Теперь, по словам Роста, будет иначе:

Не все, что посеял, лишь часть отвали —

Законную меру, процент с десятины,

А все остальное твое — не скули.

Никто не полезет в амбар да в овины.

Расчет есть засеять поболе земли,

Пуды государству, тебе же кули.

К первому Мая псковским начальством была выпущена такая печатная бумага, расклеенная всюду на вокзале: «Мировой капитал, чуя свою неминуемую гибель, в предсмертной агонии тянется окровавленными руками к горлу расцветающей весны обновленного человечества. Вторая госуд. Типография. 400 (экз) Р. В. Ц. Псков».

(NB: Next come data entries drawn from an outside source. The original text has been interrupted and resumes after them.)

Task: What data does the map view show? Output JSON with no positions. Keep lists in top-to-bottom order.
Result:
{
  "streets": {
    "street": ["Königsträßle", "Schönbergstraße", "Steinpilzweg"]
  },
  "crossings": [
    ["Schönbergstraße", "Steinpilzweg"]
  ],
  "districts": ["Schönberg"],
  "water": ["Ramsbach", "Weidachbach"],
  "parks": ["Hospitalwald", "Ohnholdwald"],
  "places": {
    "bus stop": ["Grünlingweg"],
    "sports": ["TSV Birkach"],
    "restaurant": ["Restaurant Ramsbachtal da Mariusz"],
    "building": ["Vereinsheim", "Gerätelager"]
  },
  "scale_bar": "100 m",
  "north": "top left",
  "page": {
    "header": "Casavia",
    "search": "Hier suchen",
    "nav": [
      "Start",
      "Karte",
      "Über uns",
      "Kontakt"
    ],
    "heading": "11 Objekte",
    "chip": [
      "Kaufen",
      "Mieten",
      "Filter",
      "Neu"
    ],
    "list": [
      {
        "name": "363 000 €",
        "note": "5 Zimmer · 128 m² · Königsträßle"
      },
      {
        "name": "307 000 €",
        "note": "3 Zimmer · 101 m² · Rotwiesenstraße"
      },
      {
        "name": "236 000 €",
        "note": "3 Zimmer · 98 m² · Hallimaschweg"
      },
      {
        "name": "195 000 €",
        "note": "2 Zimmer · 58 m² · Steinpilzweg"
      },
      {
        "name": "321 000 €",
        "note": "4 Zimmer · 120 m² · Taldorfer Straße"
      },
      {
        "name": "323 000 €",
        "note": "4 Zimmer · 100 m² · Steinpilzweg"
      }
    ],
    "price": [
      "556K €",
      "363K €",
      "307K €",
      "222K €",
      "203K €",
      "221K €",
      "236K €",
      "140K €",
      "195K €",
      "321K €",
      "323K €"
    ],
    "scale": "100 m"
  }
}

Вот вполне чиновничье измышление. Все шаблоны взяты из газет и склеены равнодушной рукой как придется. Получилось: «горло весны» все равно. Канцелярский декаданс!

Барышня в лиловом говорит: «Это не фунт изюму!», «Побачим, що воно за человиче», мужа называет батько и т. д.

Сдуру я взял огромный портфель, напялил пальто и пошел в город Псков, где промыкался по всем канцеляриям и познакомился с бездной народу. Добыл лошадь для колонии и отвоевал Бельское Устье. Все время на ногах, с портфелем, я к 2 часам окончательно сомлел. Пошел на базарчик поесть. Уличка. Вдоль обочины тротуаров справа и слева сидят за табуретками бабы (иные под зонтиками), продают раков, масло, яйца, молоко, гвозди. Масло 13—16 т. рублей. Яйцо — 600 р. штука. Молоко l &#189; тыс. бутылка. Я купил 3 яйца и съел без соли. Очень долго хлопотал в Уеисполкоме, чтобы мне разрешили пообедать в «Доме Крестьянина» (бывш. Дворянское Собр.), наконец мне дали квиток, и я, придавленный своим пальто и портфелем, стою в десятке очередей — получаю: кислые щи (несъедобные), горсть грязного гороху и грязную дерев, ложку. После всей маяты иду через весь город на Покровскую к Хрисанфову (Завед. отделом Наробраза) — и сажусь по дороге на скамейку. Это был мой первый отдых. Солнце печет. Две 30-летние мещанки (интеллигентн. вида) сходятся на скамье — «Купила три куры за 25 фунтов соли! Это как раз у которой мы петуха купили... Соль все-таки 2 200 р.». Потом шушукаются: «Там у меня служит знакомая барышня, в отделе тканей, она меня и научила: подай второе заявление и получай вторично. Я получила второй раз и третий раз. Барышня мне сказала: мы по двадцать раз получаем!» Я смотрю на говорящих: у них мелкие, едва ли человеческие лица, и ребенок, которого одна держит, тоже мелкий, беспросветный, очень скучный. Таковы псковичи. Черт знает как в таком изумительном городе, среди таких церквей, на такой реке — копошится такая унылая и бездарная дрянь. Ни одного замечательного человека, ни одной истинно человеческой личности. Очень благородны по строгим линиям Поганкины палаты (музей). Но на дверях рука псковича начертала:

Я вас люблю, и вы поверьте,

Я вам пришлю блоху в конверте.

А в самом музее недавно произошло такое: заметили, что внезапно огромный наплыв публики. Публика так и прет в музей и всё чего-то ищет. Чего? Заглядывает во все витрины, шарит глазами. Наконец какой-то прямо обратился к заведующему: показывай черта. Оказывается, пронесся слух, что баба тамошняя родила от коммуниста черта — и что его спрятали в банку со спиртом и теперь он в музее. Вот и ищут его в Поганкиных палатах.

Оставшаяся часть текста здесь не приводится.